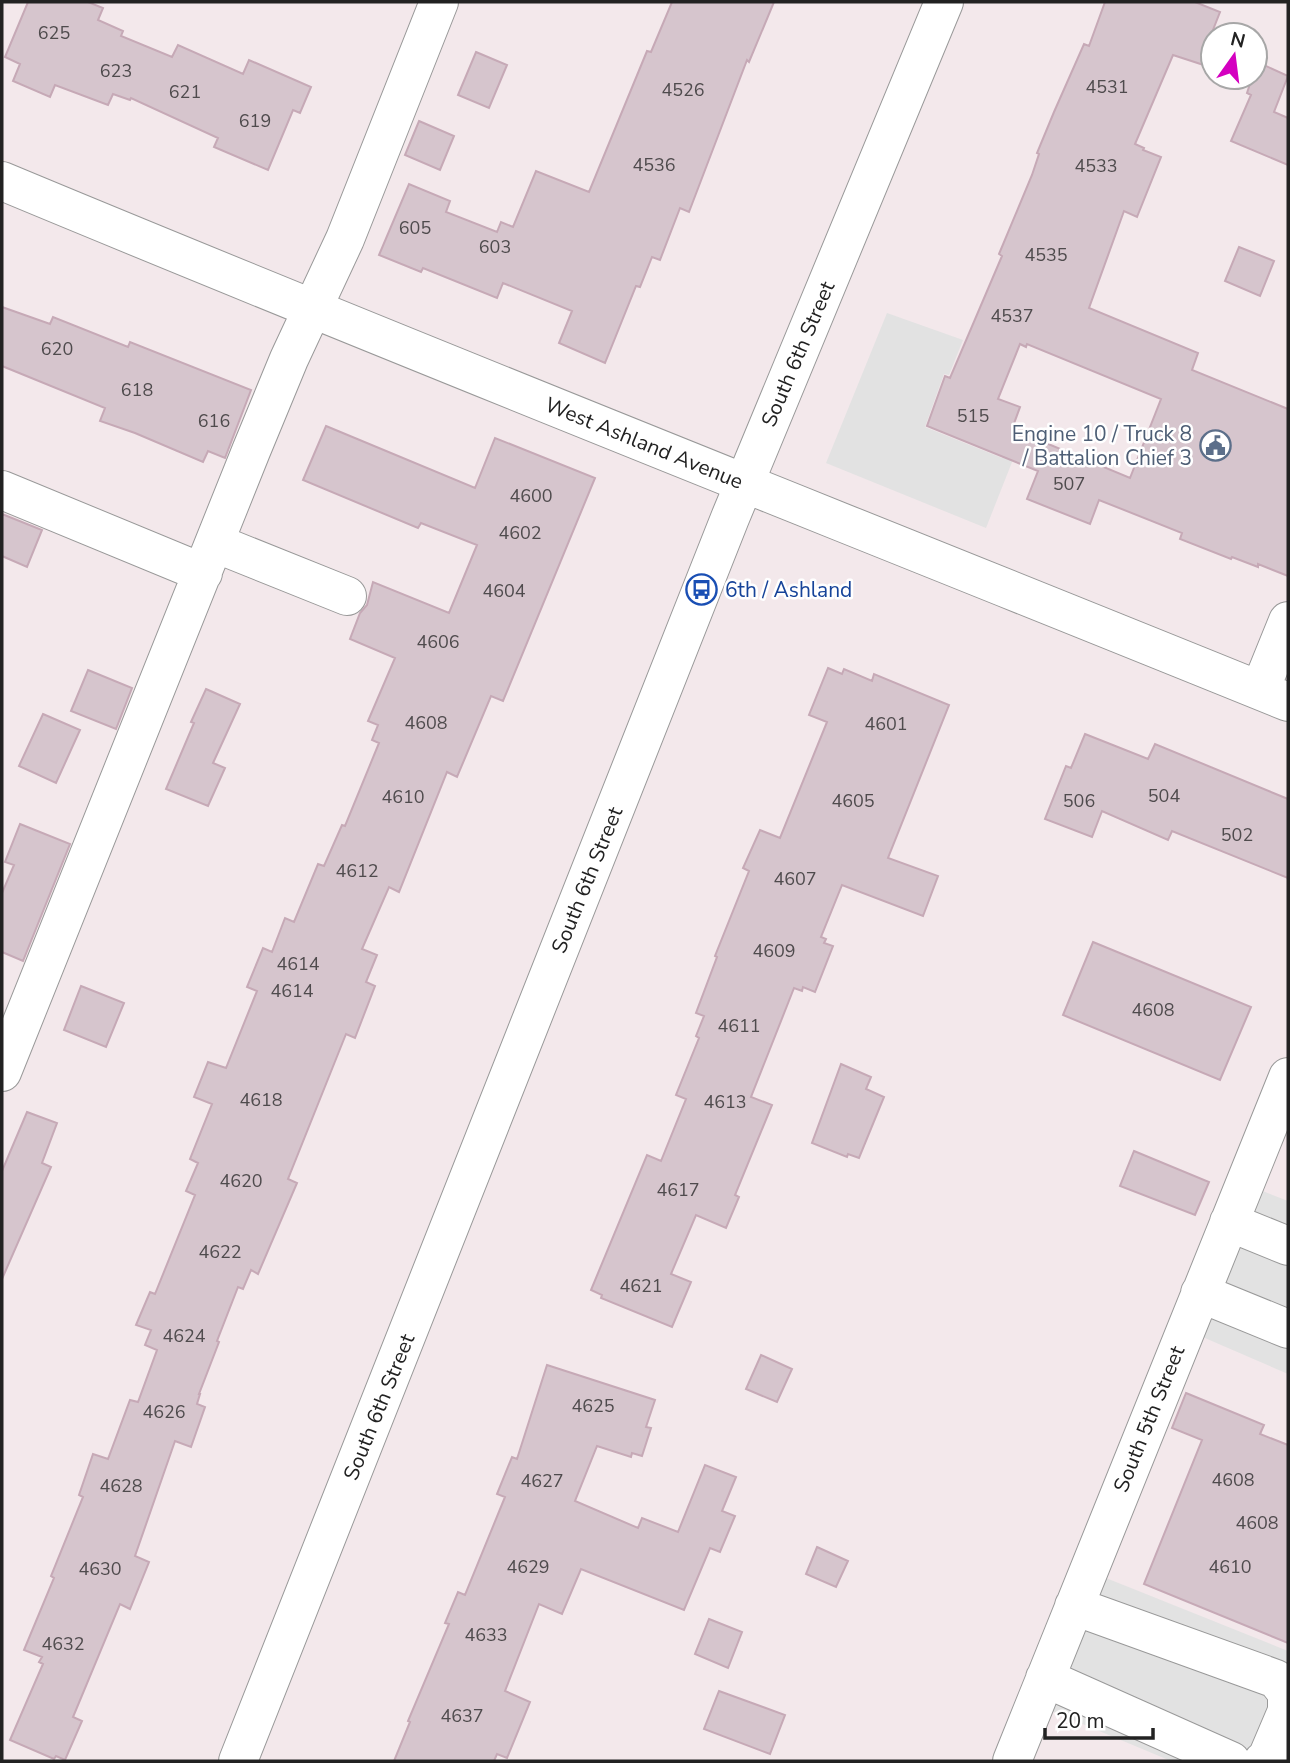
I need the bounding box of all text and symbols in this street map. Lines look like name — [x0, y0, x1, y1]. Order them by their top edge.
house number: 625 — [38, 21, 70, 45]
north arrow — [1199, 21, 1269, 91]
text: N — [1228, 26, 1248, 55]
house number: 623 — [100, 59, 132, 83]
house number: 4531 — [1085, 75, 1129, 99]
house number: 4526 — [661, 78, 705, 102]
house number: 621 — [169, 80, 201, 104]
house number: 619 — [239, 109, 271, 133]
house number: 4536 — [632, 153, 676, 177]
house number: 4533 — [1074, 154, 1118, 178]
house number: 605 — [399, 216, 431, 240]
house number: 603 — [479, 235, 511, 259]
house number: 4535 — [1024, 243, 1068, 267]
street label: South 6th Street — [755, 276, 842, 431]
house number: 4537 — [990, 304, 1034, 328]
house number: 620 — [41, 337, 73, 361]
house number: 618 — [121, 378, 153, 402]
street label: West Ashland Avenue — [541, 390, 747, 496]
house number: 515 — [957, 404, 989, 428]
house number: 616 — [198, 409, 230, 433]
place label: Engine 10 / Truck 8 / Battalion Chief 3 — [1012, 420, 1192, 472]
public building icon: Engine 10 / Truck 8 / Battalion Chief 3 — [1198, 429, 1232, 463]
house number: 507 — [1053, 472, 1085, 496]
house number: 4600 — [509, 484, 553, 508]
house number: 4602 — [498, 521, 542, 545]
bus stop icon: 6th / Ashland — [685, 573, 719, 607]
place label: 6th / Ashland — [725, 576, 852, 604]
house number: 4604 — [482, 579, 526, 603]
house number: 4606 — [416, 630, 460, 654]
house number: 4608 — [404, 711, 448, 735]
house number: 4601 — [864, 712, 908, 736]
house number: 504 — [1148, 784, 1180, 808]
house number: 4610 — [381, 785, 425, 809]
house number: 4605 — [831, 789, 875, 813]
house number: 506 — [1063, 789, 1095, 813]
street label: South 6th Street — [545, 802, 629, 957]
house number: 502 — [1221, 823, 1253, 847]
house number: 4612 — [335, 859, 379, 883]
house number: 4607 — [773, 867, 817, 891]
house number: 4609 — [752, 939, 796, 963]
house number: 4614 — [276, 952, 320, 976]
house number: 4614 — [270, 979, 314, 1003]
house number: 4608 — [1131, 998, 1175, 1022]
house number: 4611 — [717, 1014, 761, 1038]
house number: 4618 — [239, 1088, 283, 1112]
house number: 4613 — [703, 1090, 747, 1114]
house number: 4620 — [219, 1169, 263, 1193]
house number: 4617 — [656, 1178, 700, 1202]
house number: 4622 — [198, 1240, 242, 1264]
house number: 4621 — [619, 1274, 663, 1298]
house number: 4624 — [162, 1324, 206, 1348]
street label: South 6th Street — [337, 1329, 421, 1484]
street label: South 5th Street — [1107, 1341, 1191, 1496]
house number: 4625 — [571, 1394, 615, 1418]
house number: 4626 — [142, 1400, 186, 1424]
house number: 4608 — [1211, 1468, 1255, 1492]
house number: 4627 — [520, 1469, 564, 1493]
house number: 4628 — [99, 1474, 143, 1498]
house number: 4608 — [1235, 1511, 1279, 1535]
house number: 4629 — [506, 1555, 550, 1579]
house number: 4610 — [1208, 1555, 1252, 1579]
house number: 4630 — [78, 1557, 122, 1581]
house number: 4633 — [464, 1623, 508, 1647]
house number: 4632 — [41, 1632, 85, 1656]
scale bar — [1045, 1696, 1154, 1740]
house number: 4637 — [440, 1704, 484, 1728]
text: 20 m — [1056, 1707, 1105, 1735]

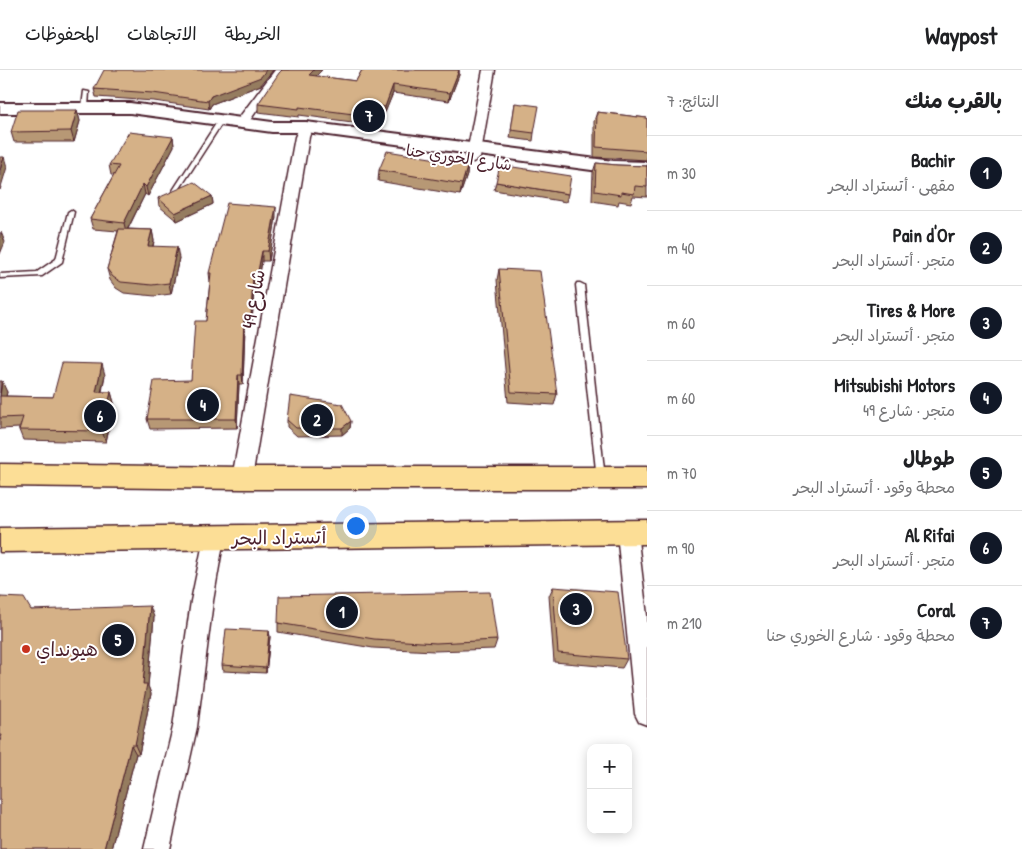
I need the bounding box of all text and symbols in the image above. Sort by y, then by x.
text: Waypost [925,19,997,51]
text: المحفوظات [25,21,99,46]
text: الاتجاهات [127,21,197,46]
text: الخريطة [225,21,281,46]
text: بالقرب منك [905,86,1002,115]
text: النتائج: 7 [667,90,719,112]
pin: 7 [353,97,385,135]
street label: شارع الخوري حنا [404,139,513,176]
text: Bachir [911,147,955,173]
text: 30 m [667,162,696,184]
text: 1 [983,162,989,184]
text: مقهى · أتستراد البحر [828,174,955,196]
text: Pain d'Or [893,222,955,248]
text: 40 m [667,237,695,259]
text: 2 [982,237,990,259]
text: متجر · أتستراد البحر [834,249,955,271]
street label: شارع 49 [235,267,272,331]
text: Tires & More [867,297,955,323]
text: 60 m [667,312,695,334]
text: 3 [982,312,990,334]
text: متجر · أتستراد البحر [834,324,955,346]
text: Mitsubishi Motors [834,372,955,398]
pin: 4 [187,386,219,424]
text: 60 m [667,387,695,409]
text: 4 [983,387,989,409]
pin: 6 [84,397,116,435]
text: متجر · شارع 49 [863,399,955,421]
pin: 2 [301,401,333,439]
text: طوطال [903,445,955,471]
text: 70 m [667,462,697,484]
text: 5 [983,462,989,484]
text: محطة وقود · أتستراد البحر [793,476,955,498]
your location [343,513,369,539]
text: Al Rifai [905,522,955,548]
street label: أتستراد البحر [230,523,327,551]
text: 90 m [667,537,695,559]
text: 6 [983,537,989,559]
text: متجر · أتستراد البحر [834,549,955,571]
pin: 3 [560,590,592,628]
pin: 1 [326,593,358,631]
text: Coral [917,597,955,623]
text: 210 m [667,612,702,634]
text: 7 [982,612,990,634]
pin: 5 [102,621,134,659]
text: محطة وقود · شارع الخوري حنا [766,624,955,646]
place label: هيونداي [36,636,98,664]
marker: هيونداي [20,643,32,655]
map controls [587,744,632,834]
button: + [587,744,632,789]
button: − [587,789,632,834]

----------

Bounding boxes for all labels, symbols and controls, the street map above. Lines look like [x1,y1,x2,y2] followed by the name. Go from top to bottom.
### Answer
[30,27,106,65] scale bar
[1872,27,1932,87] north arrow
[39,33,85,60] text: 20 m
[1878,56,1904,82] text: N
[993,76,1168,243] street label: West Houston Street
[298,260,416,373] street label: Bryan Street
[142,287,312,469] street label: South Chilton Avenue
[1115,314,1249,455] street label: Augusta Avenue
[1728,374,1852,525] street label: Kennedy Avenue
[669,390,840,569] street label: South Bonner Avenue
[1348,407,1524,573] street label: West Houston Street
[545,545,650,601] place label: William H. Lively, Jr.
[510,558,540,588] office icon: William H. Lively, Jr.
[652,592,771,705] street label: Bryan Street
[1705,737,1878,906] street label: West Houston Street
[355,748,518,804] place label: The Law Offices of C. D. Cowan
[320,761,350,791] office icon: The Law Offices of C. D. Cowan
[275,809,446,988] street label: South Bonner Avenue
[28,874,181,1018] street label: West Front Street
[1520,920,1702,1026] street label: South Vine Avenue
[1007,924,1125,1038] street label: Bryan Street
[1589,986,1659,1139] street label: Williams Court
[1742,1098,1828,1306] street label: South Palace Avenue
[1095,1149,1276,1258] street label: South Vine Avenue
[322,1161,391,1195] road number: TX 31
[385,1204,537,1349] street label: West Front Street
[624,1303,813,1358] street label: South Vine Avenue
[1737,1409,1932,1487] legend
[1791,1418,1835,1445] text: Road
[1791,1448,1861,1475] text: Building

----------

### Activity
Your answer should be a single number: how many lines in the data above include "Houston"?

### Written response
3